[TASK DETAILS] Collect every line of the records below that contains the word "stream".

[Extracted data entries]
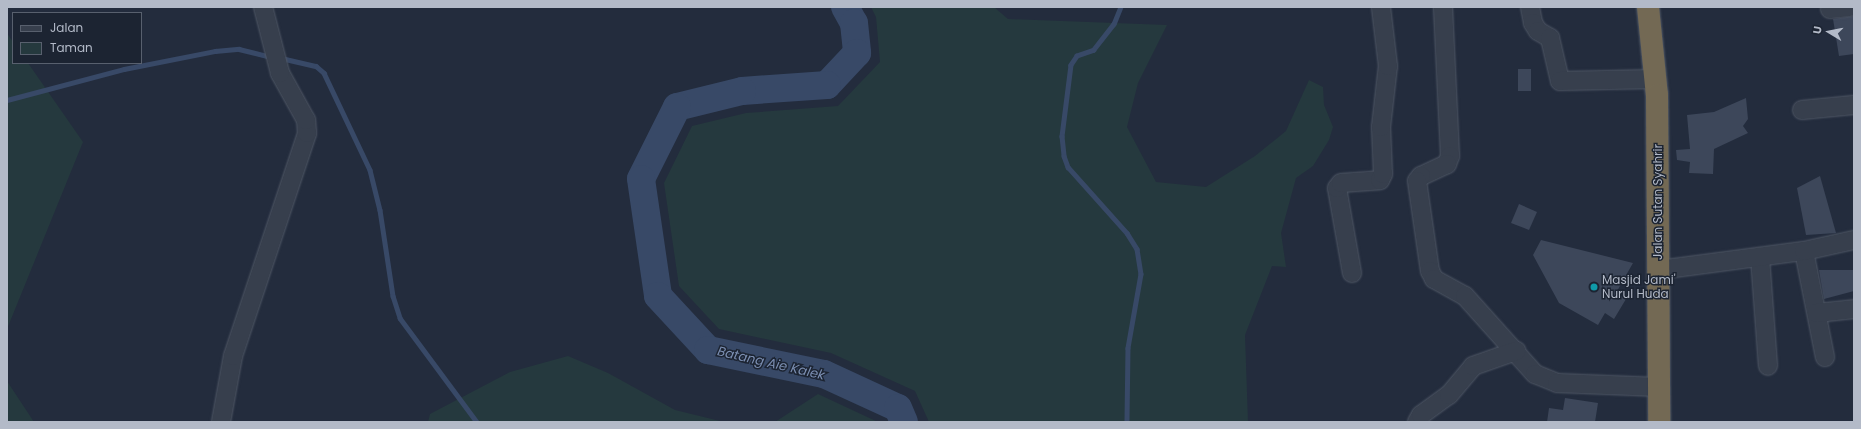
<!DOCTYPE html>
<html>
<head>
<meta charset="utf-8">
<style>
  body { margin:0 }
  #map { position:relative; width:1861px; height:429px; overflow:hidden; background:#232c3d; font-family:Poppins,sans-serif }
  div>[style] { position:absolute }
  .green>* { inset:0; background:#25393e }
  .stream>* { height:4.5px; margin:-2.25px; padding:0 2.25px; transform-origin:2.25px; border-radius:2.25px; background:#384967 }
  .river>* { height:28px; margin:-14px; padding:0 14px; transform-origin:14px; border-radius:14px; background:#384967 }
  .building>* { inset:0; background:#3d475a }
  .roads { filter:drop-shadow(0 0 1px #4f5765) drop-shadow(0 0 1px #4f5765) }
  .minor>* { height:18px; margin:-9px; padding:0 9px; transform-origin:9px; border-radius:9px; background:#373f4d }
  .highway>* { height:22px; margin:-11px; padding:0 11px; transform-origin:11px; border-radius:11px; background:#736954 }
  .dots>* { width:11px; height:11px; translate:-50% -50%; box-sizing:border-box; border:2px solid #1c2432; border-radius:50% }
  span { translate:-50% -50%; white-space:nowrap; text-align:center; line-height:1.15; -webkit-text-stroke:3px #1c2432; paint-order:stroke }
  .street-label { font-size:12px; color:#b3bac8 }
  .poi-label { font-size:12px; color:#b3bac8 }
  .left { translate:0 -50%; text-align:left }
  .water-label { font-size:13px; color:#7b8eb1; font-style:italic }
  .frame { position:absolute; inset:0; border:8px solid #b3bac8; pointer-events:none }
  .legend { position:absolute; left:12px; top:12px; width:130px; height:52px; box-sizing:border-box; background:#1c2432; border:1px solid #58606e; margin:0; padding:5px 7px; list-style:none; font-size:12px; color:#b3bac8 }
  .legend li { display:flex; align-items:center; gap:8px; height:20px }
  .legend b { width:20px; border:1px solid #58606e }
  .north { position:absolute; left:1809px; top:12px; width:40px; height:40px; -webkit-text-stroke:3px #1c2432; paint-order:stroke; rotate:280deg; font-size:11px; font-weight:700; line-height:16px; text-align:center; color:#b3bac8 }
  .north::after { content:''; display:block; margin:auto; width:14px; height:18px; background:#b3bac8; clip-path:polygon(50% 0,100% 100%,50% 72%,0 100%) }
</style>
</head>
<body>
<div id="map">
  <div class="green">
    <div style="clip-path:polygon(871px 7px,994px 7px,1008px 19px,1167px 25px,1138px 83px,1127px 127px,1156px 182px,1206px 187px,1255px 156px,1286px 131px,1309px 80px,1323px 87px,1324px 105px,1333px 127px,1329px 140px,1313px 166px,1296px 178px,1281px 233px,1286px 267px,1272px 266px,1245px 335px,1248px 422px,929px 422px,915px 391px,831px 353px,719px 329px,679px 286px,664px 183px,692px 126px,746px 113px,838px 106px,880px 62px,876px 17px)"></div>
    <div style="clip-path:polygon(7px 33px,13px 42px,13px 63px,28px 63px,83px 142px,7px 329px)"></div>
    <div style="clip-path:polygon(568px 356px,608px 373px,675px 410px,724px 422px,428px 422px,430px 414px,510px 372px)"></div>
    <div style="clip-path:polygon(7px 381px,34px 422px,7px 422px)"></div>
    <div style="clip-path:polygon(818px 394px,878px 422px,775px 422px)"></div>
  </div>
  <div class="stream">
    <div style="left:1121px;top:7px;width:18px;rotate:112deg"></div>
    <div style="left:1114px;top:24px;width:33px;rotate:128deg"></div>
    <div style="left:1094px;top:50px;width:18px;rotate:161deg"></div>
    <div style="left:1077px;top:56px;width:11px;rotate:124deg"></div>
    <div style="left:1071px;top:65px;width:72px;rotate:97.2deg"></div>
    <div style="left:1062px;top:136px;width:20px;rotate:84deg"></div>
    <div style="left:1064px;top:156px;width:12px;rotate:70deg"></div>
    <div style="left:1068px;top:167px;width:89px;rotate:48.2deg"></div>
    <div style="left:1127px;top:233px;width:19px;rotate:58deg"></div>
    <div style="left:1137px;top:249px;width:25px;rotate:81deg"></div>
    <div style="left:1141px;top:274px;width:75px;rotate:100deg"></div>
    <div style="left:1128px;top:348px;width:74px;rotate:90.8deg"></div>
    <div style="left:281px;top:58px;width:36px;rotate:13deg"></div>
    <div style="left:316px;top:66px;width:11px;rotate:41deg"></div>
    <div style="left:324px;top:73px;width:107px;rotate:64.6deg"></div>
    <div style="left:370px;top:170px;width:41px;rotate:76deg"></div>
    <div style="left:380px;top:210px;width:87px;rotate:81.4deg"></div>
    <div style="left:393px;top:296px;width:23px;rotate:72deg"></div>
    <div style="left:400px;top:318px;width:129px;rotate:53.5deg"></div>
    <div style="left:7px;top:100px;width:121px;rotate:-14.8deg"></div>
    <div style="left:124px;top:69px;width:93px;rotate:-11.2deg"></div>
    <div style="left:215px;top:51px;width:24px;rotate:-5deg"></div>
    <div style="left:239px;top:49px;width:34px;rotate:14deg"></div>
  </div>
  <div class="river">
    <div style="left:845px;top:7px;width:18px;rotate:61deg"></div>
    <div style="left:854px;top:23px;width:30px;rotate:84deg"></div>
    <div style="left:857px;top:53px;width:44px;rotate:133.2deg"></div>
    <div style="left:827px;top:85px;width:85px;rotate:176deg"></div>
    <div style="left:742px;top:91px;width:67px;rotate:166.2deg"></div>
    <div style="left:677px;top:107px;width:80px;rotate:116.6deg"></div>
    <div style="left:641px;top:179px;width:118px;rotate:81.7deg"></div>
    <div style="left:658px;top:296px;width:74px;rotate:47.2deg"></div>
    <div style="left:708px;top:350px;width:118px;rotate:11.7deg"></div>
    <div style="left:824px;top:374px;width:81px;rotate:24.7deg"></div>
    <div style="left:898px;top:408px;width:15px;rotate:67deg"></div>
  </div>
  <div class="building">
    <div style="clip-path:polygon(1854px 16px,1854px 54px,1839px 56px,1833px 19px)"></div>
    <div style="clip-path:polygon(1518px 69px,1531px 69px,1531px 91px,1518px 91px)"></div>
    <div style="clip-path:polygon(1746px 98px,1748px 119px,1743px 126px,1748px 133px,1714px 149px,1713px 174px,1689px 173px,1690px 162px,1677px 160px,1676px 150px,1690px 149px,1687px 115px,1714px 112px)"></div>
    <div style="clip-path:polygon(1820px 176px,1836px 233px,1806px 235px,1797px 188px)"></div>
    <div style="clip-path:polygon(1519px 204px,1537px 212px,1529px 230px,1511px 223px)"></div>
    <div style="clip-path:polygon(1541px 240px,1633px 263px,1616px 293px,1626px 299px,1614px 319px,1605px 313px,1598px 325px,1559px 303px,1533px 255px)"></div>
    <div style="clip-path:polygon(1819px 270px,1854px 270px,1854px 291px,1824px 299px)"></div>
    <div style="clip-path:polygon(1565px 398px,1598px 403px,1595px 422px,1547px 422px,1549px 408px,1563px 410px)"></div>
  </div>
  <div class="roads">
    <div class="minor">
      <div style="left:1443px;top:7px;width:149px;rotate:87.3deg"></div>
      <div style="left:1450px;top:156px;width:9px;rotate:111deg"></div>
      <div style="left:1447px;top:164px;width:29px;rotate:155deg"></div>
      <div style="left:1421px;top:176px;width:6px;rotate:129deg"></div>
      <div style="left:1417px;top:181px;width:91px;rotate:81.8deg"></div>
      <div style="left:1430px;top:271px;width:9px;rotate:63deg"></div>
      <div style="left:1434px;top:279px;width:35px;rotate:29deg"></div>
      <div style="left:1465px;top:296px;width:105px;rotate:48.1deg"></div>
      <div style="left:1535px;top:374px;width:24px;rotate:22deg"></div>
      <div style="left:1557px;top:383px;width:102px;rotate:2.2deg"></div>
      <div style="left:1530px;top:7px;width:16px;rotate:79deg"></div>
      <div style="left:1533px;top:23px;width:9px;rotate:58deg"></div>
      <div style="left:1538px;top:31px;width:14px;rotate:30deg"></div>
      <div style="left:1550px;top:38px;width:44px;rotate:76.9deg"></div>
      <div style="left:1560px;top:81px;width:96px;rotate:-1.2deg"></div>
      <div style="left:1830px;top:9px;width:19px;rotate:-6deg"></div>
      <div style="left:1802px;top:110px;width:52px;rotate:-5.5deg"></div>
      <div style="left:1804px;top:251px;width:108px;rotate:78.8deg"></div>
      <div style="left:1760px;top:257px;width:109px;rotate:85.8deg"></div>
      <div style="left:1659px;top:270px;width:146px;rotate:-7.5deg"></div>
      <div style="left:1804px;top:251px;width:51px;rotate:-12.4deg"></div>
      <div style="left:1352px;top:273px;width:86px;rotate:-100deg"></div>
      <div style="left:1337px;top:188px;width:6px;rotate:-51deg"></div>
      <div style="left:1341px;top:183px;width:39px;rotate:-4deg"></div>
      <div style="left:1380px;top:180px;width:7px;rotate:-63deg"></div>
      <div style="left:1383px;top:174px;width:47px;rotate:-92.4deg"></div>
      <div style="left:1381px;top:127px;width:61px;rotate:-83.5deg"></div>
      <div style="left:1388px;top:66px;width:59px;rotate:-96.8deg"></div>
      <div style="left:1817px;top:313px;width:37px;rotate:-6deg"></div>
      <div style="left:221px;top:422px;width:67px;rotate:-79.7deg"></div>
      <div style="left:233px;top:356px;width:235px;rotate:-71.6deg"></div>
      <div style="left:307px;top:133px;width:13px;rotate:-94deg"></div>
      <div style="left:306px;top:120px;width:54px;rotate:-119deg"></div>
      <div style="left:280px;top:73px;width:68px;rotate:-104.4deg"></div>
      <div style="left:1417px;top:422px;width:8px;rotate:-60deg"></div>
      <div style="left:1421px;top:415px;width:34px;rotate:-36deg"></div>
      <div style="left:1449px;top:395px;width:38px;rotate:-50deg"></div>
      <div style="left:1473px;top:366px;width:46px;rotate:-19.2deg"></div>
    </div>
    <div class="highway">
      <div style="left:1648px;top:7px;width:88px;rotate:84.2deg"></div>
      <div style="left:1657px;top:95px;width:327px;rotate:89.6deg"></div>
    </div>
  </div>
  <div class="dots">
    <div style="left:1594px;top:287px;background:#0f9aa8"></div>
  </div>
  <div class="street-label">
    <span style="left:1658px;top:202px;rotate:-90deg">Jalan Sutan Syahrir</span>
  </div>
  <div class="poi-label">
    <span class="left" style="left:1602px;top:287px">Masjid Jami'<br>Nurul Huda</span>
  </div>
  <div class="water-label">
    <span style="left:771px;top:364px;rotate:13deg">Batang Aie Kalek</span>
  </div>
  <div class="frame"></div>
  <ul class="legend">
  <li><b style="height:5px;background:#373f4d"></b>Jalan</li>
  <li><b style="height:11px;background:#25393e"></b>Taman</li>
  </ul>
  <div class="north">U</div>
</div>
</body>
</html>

[ANSWER FOR THIS EXERCISE]
  .stream>* { height:4.5px; margin:-2.25px; padding:0 2.25px; transform-origin:2.25px; border-radius:2.25px; background:#384967 }
  <div class="stream">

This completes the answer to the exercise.